┌─ DATA
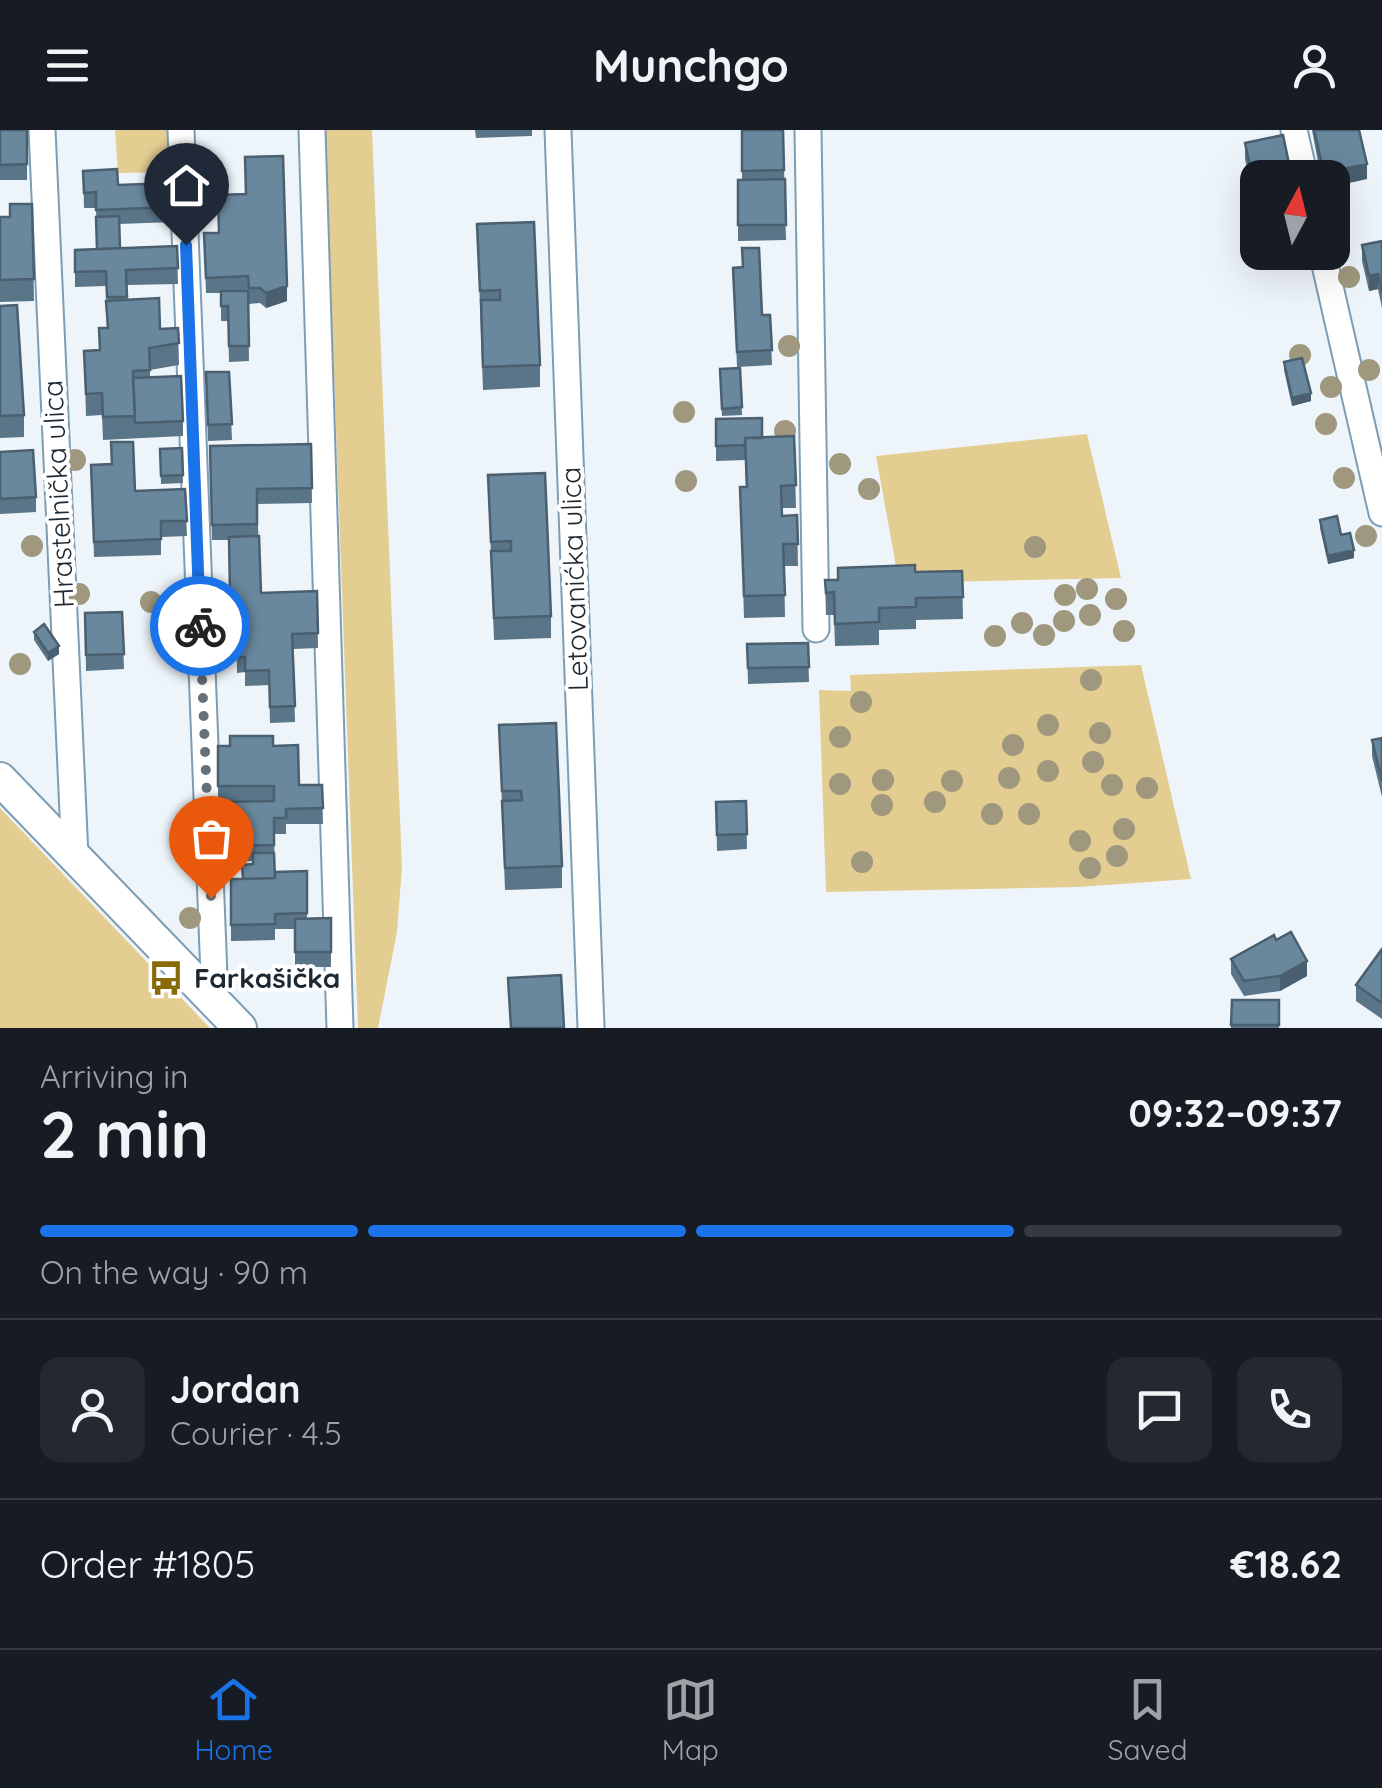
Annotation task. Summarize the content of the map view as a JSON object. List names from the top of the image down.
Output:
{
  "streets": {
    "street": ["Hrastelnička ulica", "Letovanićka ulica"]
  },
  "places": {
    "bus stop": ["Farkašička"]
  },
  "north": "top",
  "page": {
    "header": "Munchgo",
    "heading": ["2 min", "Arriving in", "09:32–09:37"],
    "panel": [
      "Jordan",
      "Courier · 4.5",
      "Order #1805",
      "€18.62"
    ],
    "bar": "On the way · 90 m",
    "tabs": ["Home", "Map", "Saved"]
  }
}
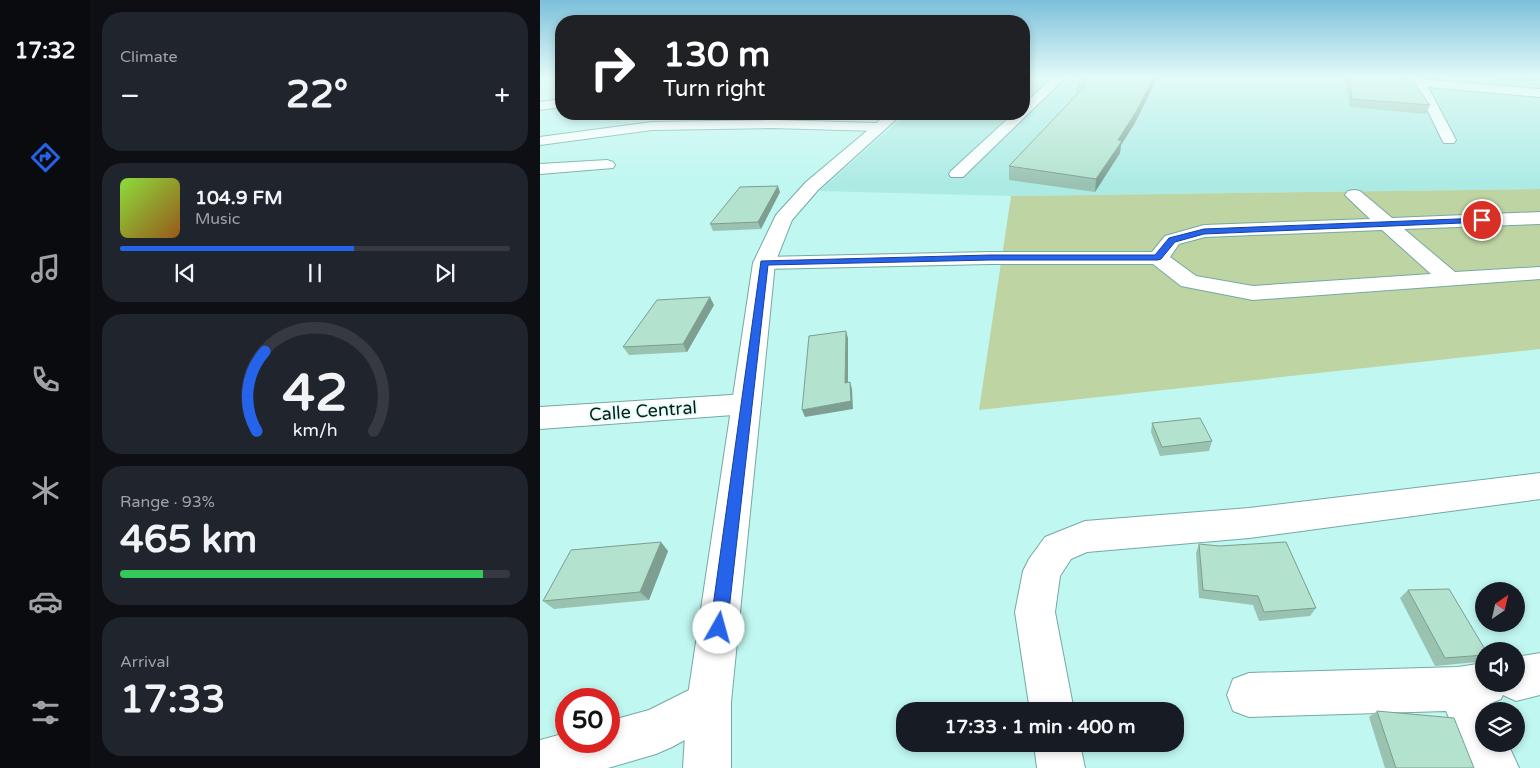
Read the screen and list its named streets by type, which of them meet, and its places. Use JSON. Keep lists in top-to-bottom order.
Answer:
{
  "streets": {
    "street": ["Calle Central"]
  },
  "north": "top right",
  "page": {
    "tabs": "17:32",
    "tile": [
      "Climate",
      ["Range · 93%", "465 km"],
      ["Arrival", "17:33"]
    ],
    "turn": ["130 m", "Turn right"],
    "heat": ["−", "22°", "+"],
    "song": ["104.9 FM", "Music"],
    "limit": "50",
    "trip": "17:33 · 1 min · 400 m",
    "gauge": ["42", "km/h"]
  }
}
└─
→ **WORK TO COMPLETE**
Within the data, how many lines hold the word "JSON"? State only that number.

→ **SOLUTION TO THIS TASK**
2